The Second Circuit reversed on appeal, sending the case back for a jury trial on employer liability for the sexual harassment. With respect to the “employer knowledge” element, the court found that a jury could reasonably find that the supervisor had been “purposefully ignorant.” Among other things, the plaintiff’s evidence showed that she had asked the supervisor to change her work schedule once when she was scheduled to work alone with the co-worker, that other sources had told the supervisor that the plaintiff specifically wanted to stay away from the co-worker, and that the supervisor did agree to change her schedule to keep her from working alone with the co-worker. There was also evidence that the plaintiff became teary-eyed and blushed whenever the co-worker’s name was mentioned. Finally, there was evidence that the supervisor discussed the issue with the co-worker, who allegedly admitted that he had done or said something he should not have, and that the supervisor knew that the co-worker had been involved in sex-related misconduct in the past.
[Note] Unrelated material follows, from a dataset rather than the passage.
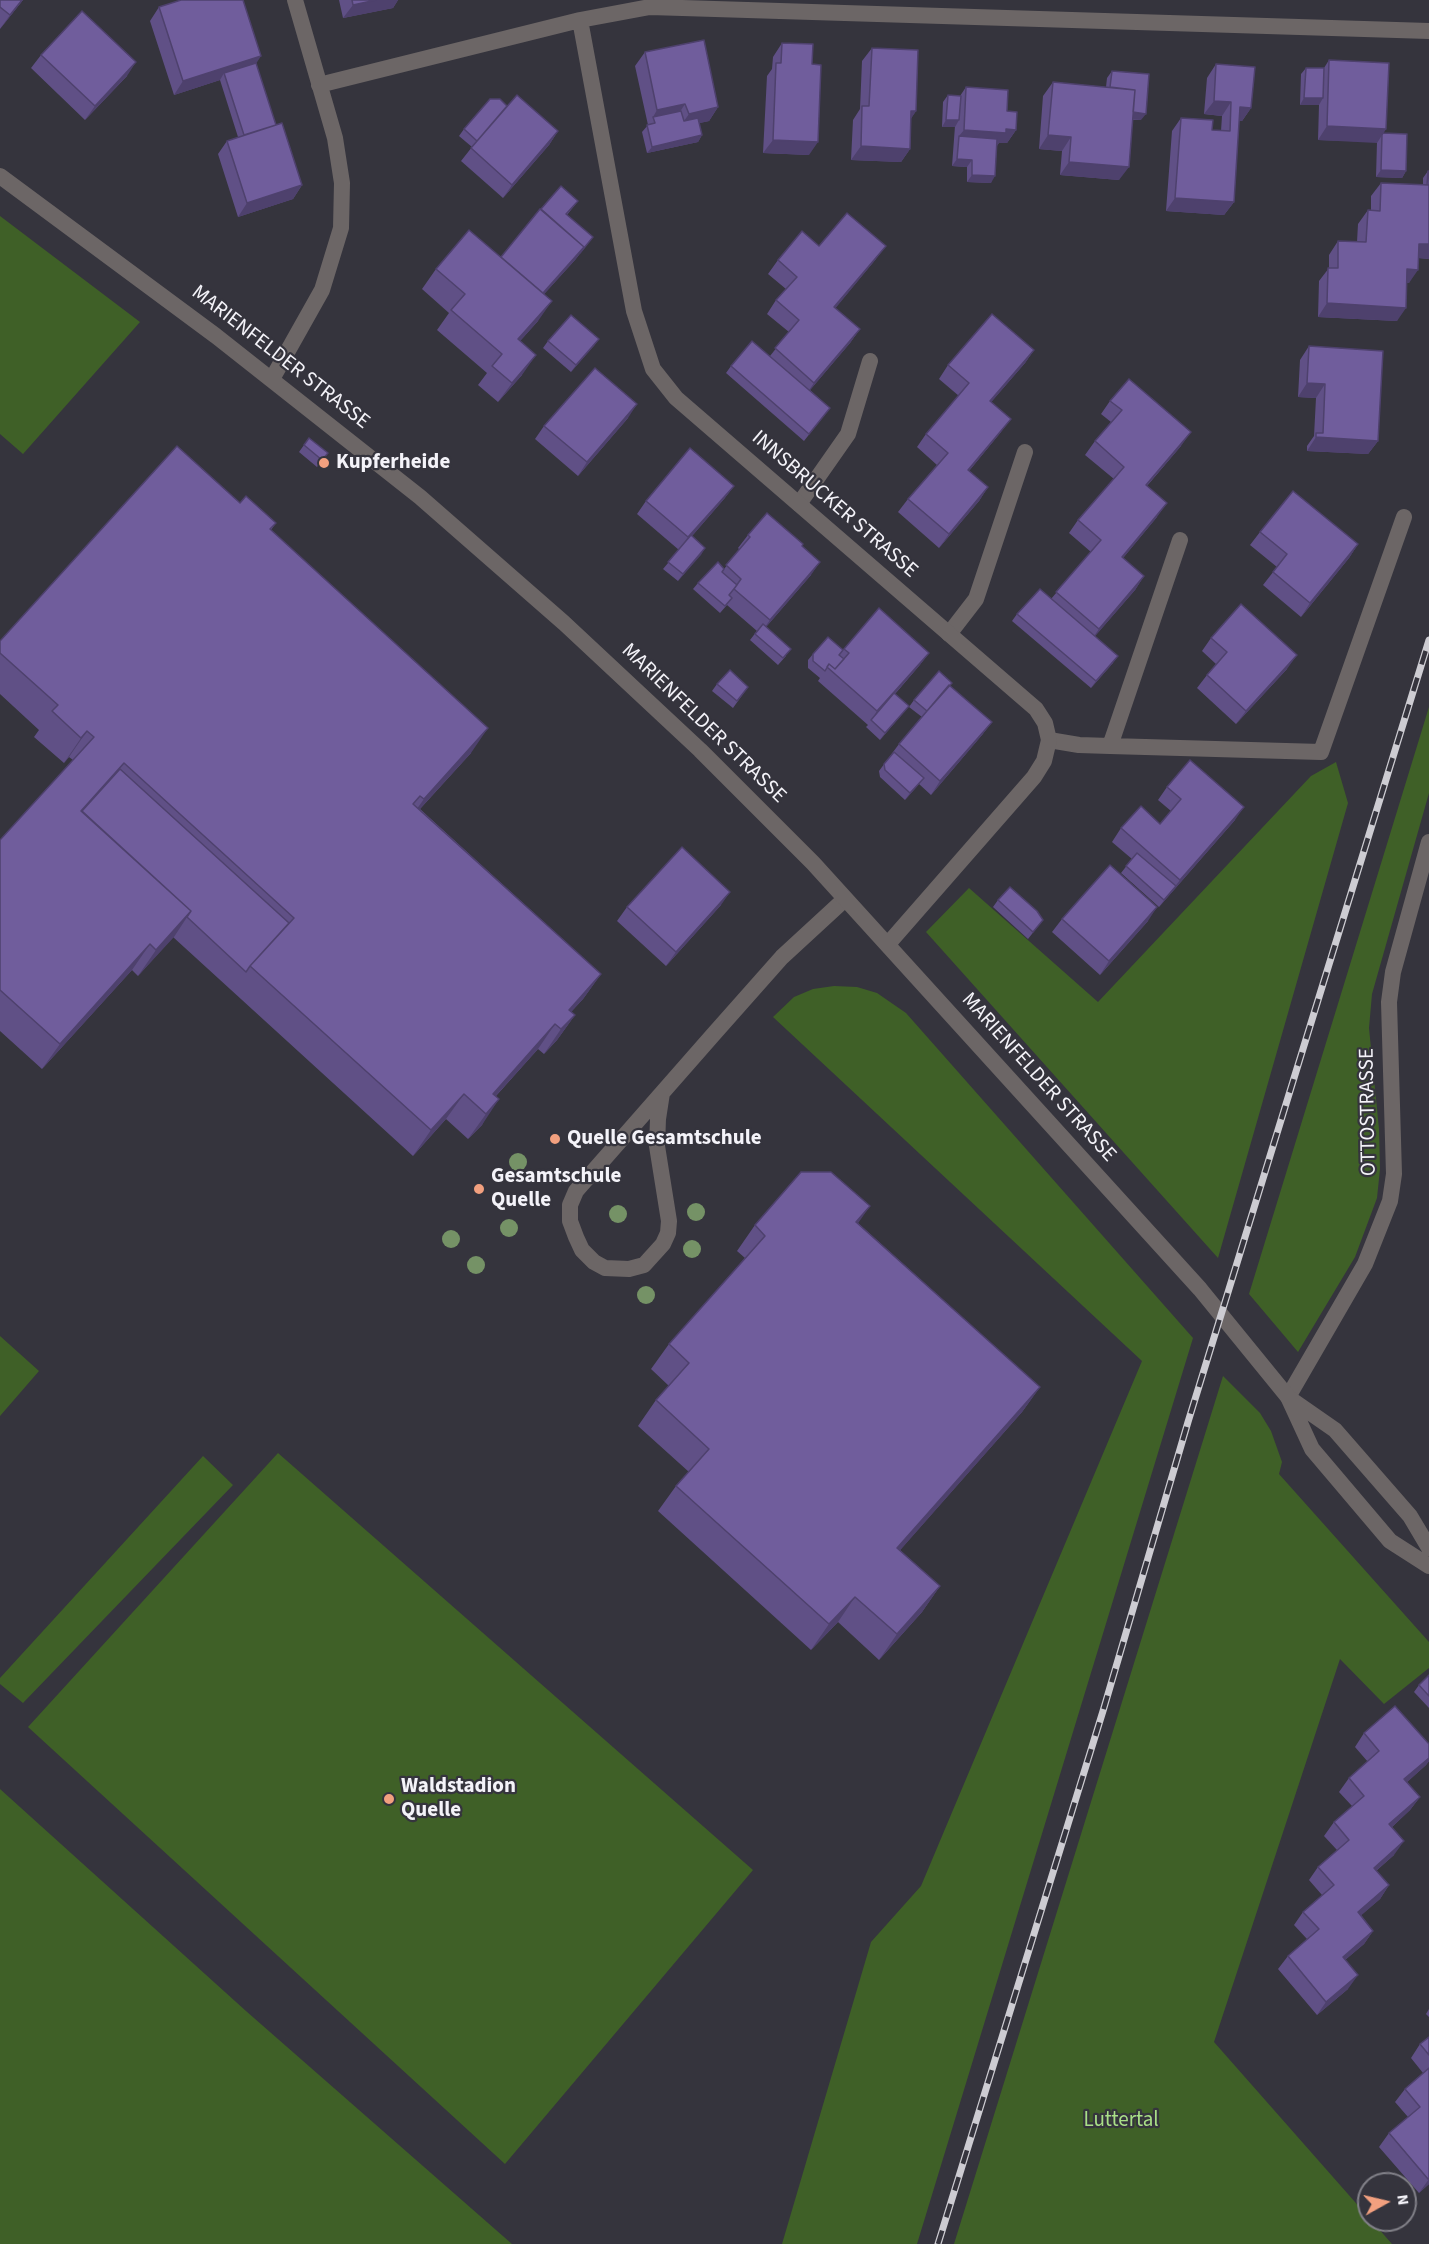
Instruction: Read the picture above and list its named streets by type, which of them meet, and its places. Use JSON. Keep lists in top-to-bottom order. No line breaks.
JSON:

The court found that this evidence created a jury issue as to whether the supervisor knew or should have known that sexual harassment was the cause of the plaintiff’s distress and that it was continuing.
The normal reaction to “love spats” and rumors is to mind one’s own business, and avoid gossip and speculation. Duch provides a good lesson that front-line supervisors should never take this approach if they suspect workplace harassment. The safer course would have been for this supervisor to have reported his information and suspicions to Human Resources, and to have allowed HR to determine whether further investigation and action were necessary. By putting their heads in the sand, supervisors can expose companies to significant liability. This is even more true in retail environments, which necessarily operate with minimal central supervision. By the time corporate management becomes aware of potential harassment at a retail facility, it will probably be too late to remedy the situation unless the outlet management reports it as soon as a reasonable suspicion arises.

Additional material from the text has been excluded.